С середины XIX века с отходами начали происходить разные метаморфозы, связанные с их ценностью, местом хранения, способами их переработки и людьми, которые всем этим занимались. К трем главным изменениям относятся следующие: в конце XIX века муниципалитет, решивший взять на себя задачу следить за здоровьем жителей и чистотой города, перенял функцию сборщиков угольной пыли и старьевщиков; на начало и середину ХХ века пришелся расцвет двух основных решений того периода по устранению мусора – «сжигать или закапывать», тогда мусор рассматривали как вид издержек; и наконец, после 1970-х годов граждане-потребители начали воспринимать отходы как ценный ресурс, на этот же период приходится и зарождение новых видов переработки отходов. Разумеется, ни один из этих переходов не был гладким или идеальным. Давайте посмотрим, как все это происходило в разных странах.

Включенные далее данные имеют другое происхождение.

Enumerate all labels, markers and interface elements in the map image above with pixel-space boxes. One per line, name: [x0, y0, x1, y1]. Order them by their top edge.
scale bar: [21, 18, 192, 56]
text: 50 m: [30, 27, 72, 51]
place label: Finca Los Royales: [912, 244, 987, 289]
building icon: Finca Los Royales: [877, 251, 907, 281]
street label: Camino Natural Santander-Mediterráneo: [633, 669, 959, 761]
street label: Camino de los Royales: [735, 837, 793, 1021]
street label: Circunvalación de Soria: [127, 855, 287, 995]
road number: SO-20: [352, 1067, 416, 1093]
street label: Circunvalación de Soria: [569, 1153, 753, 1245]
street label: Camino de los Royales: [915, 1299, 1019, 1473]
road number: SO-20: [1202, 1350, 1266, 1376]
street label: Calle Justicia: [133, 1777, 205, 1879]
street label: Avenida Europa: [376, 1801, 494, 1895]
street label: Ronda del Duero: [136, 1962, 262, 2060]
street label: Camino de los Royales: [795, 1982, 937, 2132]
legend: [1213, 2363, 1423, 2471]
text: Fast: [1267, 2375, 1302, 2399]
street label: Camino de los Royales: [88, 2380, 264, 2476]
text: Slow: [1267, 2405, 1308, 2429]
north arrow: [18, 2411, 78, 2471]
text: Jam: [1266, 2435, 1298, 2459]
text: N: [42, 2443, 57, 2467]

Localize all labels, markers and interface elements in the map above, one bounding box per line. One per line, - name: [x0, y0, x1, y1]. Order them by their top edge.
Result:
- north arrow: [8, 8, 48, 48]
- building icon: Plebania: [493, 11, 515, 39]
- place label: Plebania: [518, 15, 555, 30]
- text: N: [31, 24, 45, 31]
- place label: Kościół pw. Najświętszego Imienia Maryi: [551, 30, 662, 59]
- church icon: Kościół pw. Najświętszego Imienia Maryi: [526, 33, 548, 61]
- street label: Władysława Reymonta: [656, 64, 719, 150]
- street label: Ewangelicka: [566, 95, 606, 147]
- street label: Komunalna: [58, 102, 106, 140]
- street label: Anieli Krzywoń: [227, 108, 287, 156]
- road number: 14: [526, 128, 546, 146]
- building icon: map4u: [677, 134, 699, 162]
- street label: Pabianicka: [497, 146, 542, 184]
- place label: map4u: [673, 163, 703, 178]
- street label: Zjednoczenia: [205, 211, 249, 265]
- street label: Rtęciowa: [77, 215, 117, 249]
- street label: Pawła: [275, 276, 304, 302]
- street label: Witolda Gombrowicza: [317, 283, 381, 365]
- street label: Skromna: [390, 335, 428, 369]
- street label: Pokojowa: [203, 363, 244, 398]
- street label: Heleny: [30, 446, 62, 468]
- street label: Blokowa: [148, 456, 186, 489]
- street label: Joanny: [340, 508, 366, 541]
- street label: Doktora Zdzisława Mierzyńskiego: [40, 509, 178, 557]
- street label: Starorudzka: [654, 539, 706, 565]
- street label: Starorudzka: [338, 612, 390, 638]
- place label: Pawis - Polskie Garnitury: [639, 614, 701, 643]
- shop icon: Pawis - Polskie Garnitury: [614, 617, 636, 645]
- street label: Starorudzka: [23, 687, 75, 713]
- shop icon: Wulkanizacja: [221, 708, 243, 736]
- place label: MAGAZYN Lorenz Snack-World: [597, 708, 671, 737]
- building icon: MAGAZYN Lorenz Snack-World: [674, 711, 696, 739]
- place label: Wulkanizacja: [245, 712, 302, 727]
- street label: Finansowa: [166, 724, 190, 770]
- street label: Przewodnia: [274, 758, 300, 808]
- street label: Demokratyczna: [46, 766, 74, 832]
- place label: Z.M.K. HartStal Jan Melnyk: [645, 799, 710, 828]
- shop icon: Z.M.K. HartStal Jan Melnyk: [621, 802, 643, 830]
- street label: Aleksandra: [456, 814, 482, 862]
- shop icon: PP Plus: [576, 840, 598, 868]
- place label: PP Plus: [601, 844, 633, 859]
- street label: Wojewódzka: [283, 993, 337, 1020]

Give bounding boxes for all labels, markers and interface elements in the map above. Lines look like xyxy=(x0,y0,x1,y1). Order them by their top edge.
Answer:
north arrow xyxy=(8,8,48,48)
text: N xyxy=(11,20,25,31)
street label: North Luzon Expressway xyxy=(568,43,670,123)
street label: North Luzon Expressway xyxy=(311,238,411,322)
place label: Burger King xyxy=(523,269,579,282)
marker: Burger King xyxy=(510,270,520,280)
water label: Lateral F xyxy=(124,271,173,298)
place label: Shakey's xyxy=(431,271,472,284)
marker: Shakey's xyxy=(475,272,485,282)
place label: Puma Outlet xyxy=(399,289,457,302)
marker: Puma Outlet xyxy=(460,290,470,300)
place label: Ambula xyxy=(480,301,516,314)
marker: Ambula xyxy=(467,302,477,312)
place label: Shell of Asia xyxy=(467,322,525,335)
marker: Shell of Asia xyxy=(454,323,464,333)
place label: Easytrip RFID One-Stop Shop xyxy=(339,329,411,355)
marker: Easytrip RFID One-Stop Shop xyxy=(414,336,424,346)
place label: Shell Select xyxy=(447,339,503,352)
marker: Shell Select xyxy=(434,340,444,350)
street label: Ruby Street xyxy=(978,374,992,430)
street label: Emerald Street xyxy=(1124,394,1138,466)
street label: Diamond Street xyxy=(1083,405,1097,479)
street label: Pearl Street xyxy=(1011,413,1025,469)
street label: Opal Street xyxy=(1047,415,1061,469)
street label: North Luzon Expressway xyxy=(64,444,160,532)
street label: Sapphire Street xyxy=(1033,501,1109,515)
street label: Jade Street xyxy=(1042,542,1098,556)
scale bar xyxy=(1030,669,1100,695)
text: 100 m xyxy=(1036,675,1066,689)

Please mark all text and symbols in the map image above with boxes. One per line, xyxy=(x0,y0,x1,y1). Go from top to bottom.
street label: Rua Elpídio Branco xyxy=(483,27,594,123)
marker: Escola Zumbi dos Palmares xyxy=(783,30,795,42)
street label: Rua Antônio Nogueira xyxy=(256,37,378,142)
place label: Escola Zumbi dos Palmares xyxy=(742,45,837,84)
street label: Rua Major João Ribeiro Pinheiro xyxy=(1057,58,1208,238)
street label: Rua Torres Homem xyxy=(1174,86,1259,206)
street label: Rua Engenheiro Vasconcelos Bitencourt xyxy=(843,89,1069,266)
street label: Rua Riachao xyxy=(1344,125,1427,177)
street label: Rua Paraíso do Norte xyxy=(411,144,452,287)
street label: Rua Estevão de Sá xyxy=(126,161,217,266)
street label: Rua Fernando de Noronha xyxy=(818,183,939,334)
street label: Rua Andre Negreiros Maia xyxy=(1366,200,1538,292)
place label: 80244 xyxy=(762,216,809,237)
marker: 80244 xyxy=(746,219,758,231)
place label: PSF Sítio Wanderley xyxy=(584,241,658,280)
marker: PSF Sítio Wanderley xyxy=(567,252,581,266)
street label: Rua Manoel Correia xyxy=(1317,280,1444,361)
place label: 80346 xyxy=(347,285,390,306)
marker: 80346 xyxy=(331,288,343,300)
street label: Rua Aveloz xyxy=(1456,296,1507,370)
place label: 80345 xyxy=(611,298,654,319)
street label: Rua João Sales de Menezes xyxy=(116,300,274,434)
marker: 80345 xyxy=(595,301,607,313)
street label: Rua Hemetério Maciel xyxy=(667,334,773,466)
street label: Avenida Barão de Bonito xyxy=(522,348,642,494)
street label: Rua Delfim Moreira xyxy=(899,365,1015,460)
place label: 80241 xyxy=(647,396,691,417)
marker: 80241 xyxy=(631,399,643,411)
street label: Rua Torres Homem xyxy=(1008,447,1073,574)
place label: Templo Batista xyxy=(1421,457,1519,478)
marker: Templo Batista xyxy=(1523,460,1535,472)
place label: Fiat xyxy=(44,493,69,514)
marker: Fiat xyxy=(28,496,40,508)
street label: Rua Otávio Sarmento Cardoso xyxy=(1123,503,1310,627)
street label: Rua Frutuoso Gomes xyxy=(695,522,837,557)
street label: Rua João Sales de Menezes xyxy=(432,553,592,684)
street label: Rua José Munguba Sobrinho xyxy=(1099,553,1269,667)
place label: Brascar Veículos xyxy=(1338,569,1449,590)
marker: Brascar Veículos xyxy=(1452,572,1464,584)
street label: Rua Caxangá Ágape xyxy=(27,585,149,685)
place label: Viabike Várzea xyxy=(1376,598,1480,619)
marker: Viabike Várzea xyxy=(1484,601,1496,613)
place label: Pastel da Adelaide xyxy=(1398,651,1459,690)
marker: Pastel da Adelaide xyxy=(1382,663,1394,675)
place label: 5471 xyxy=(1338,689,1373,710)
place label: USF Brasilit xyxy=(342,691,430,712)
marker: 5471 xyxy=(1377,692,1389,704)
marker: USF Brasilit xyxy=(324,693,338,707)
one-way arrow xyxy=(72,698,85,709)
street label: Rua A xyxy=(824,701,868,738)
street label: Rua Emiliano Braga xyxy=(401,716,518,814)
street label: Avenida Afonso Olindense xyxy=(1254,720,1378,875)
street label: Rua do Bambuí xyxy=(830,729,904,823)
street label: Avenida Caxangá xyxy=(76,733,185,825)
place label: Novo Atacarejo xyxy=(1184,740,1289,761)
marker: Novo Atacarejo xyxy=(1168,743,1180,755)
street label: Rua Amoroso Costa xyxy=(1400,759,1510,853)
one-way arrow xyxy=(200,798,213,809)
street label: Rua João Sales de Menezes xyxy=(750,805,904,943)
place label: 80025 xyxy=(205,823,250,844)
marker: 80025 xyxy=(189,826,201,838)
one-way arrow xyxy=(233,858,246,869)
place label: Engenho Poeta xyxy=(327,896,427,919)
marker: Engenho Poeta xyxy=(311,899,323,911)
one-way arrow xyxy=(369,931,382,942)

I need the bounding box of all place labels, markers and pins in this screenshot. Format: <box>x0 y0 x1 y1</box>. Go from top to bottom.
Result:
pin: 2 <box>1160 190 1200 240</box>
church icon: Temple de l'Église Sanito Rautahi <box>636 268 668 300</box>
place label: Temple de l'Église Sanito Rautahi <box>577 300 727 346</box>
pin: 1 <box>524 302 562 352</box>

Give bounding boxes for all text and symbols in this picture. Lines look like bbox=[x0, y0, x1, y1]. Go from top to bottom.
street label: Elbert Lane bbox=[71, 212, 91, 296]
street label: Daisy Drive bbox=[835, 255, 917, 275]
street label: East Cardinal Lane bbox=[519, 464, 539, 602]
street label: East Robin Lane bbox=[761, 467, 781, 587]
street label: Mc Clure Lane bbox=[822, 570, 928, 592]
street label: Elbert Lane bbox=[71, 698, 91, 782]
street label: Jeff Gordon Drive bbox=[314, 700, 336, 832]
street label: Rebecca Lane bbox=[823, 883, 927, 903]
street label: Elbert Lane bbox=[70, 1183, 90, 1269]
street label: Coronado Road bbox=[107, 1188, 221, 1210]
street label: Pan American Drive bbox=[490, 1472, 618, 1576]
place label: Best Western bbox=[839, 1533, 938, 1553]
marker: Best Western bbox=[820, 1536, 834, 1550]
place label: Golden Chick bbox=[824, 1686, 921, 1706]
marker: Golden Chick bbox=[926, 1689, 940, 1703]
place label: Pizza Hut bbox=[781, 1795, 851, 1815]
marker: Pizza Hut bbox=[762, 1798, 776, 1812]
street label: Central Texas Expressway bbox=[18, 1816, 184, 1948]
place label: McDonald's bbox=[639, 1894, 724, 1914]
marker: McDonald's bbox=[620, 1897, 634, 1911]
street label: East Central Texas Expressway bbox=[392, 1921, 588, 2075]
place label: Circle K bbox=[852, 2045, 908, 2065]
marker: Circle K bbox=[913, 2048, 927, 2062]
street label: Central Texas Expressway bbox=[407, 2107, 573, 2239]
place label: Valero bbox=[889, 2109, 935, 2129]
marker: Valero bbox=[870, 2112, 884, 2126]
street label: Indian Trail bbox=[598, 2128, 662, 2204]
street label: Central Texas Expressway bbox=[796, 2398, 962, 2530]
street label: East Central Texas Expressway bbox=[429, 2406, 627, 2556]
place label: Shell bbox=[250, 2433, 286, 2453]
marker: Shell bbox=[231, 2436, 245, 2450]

В XIX веке сборщики золы и старьевщики были главными действующими лицами в системе повторного использования мусора в западных сообществах. Тряпье, кости и прочие отходы являлись важными промышленными ресурсами в то время, так как сырья не хватало, а технологическая замена еще была ограниченной; тогда из тряпья производили бумагу и обои, а из костей делали клей. В 1884 году в Париже было примерно 40 000 старьевщиков (chiffoniers); по всей Франции сбором отходов для переработки занималось полмиллиона людей, в большинстве своем женщины и дети. К середине столетия во многих европейских городах появилась двойная система утилизации отходов: сборщики с лицензиями собирали мусор утром, а те, у кого лицензий не было, ночью. В Лондоне в начале XIX столетия сборщики золы вывели ее утилизацию на новый уровень, разделив ее на несколько классов. Зола служила отличным удобрением, а вместе с ростом Лондона она становилась еще более ценным ресурсом – ее использовали для производства кирпичей. Однако к 1840-м годам золотое время сборщиков золы закончилось вместе с появлением дешевой оксфордской глины, а также других способов изготовления кирпичей[1682]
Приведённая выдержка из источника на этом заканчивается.